If you have advice you'd like to add to this wu, please feel free to send me a msg and I'll slip it in if I can.

So in summation, here's the things to consider when calling up a girl. Make sure you have her number. Sit on your bed or a chair. The bed is preferable because if things go wrong you wanna be able to lie down quickly. Have paper and pen nearby in case she says something she thinks is important. Have a pail nearby in case you'll need to puke. Make sure this is a good time to call. Figure out what you want to say. Be sure to dial the number correctly. Realize that women are not stupid and this particular woman is probably smarter than you are even and especially if you have a Doctorate in Behavioral Sciences. Once you've dialed the number you can't back out. Stay in the zone. Answering Machines are not The Devil.

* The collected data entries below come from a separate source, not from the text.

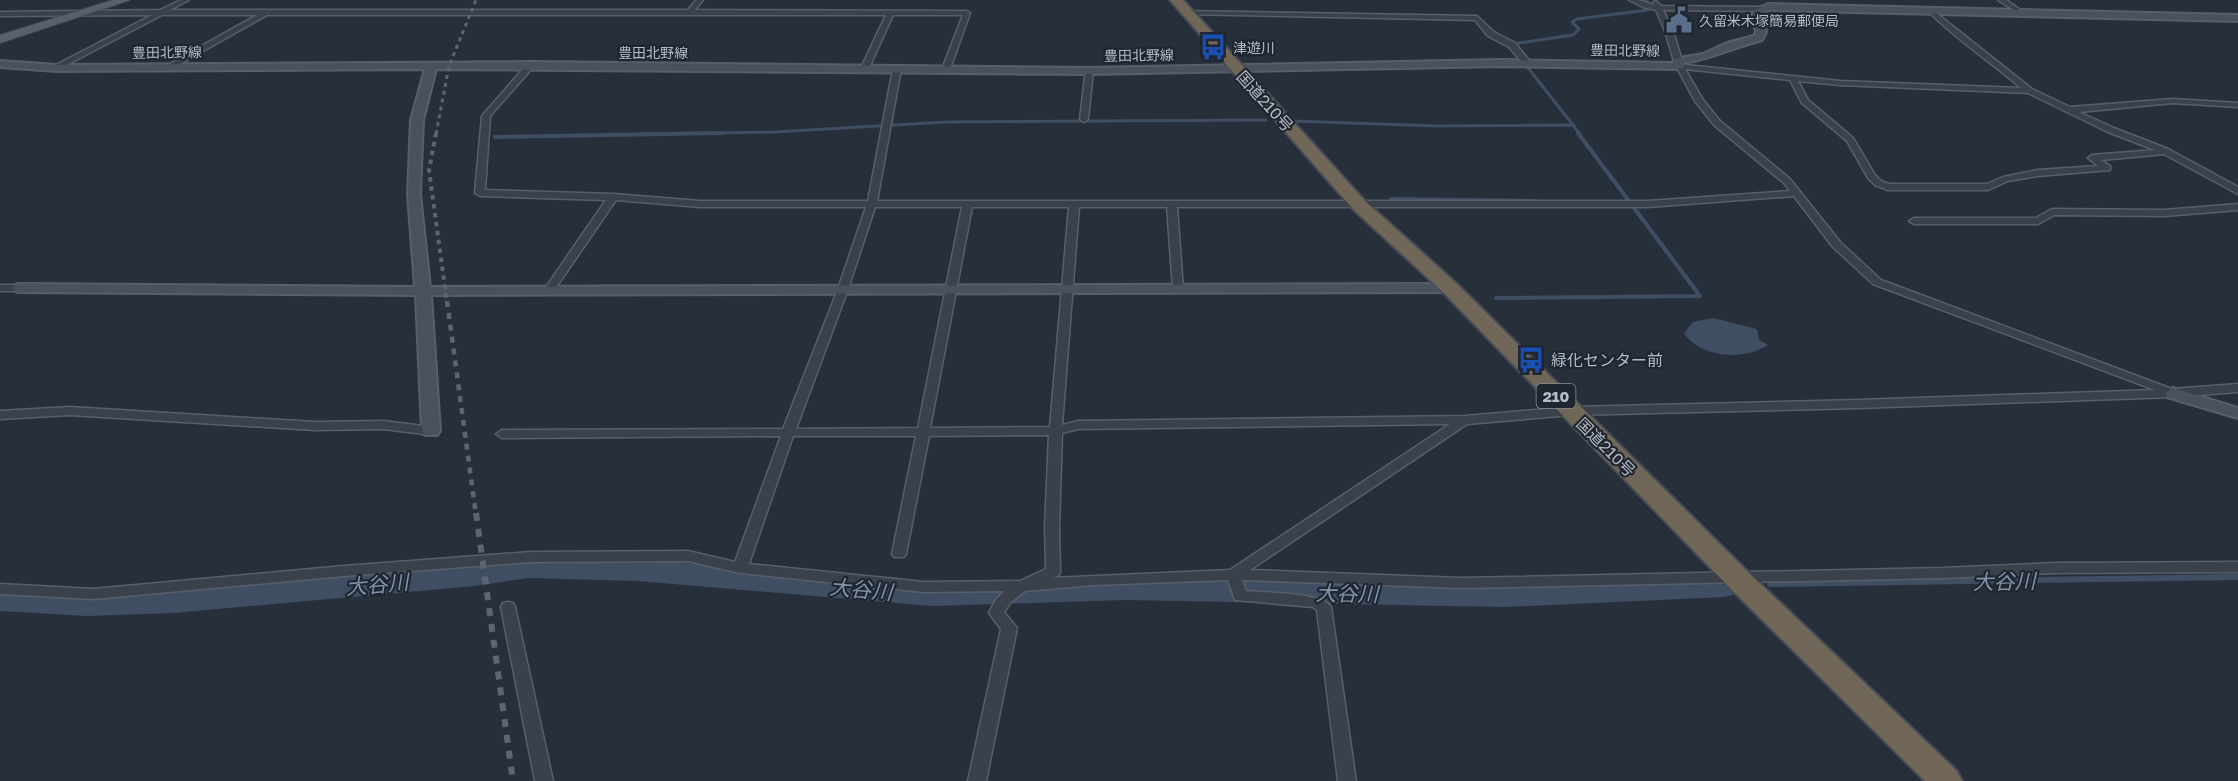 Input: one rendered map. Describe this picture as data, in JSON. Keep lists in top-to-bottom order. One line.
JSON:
{"streets":{"highway":["国道210号","210"],"main road":["豊田北野線"]},"crossings":[["豊田北野線","国道210号"]],"water":["大谷川"],"places":{"public building":["久留米木塚簡易郵便局"],"bus stop":["津遊川","緑化センター前"]}} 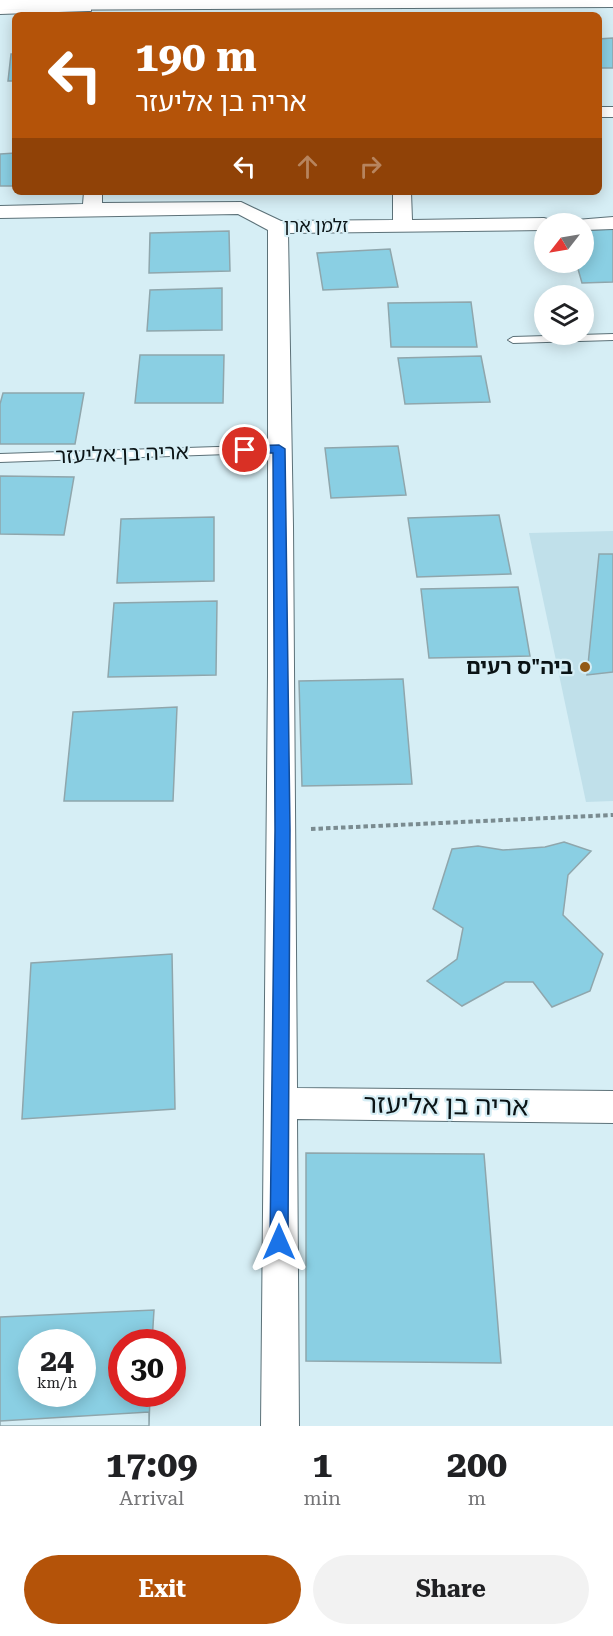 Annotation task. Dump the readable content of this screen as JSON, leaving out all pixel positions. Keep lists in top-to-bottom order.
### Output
{
  "streets": {
    "street": ["זלמן ארן", "אריה בן אליעזר"]
  },
  "places": ["ביה\"ס רעים"],
  "north": "bottom left",
  "page": {
    "turn": ["190 m", "אריה בן אליעזר"],
    "speed": "24 km/h",
    "limit": "30",
    "eta": [
      "17:09",
      "Arrival",
      "1",
      "min",
      "200",
      "m"
    ],
    "buttons": ["Exit", "Share"]
  }
} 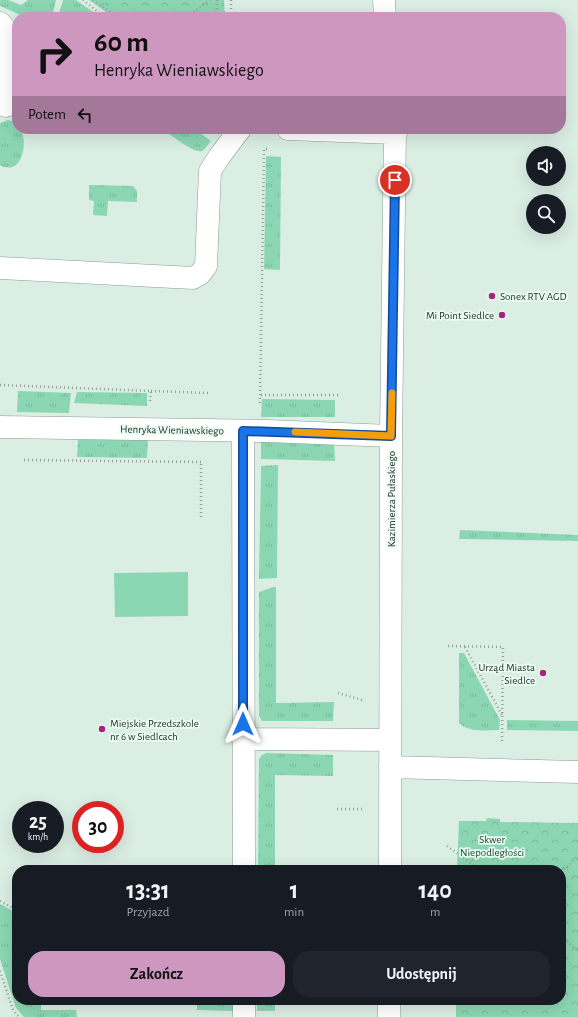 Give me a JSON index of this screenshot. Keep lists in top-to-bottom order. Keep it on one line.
{"streets":{"street":["Henryka Wieniawskiego","Kazimierza Pułaskiego"]},"crossings":[["Henryka Wieniawskiego","Kazimierza Pułaskiego"]],"parks":["Skwer Niepodległości"],"places":["Sonex RTV AGD","Mi Point Siedlce","Urząd Miasta Siedlce","Miejskie Przedszkole nr 6 w Siedlcach"],"page":{"turn":["60 m","Henryka Wieniawskiego"],"then":"Potem","speed":"25 km/h","limit":"30","eta":["13:31","Przyjazd","1","min","140","m"],"buttons":["Zakończ","Udostępnij"]}} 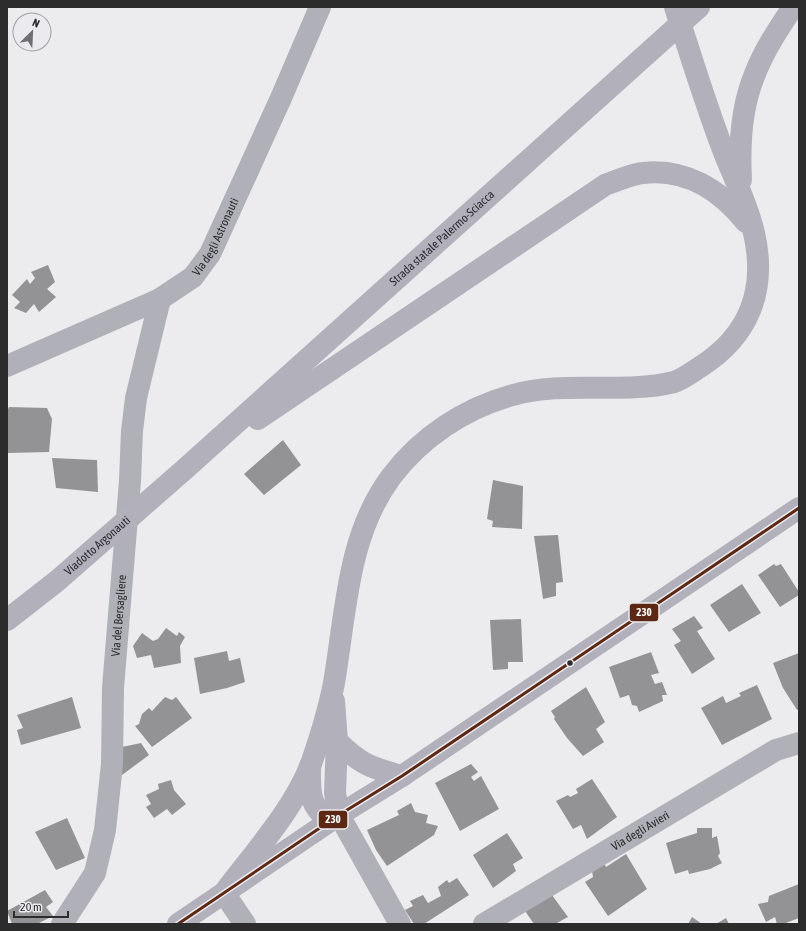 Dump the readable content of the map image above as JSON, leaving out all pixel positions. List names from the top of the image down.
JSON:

Remember that breathing is necessary for your bodily functions to work properly during the duration of the phone call. Keep the ball in her court. Get her to talk about herself more than she gets you to talk about yourself. If she gets to say "so tell me about yourself" before you do, you could be screwed. Keep the conversation short. Remember your mission statement. Get in there. Get her to agree with you on a time and place to meet face to face. Get out. Real easy. Like buying gum at the convenience store. And most importantly, and I really can't stress this enough: don't sound like an idiot.

There. If you keep all fourteen or so of those things in mind you'll have a girlfriend in no time. Either that or your head will be in the pail. What doesn't kill you only makes you stronger. There's other fish in the sea. It is better to have loved and lost than never to have loved at all. Now. Go get'm Tiger!

"You think you helped him there, Zach?"

No way. That guy's hopeless.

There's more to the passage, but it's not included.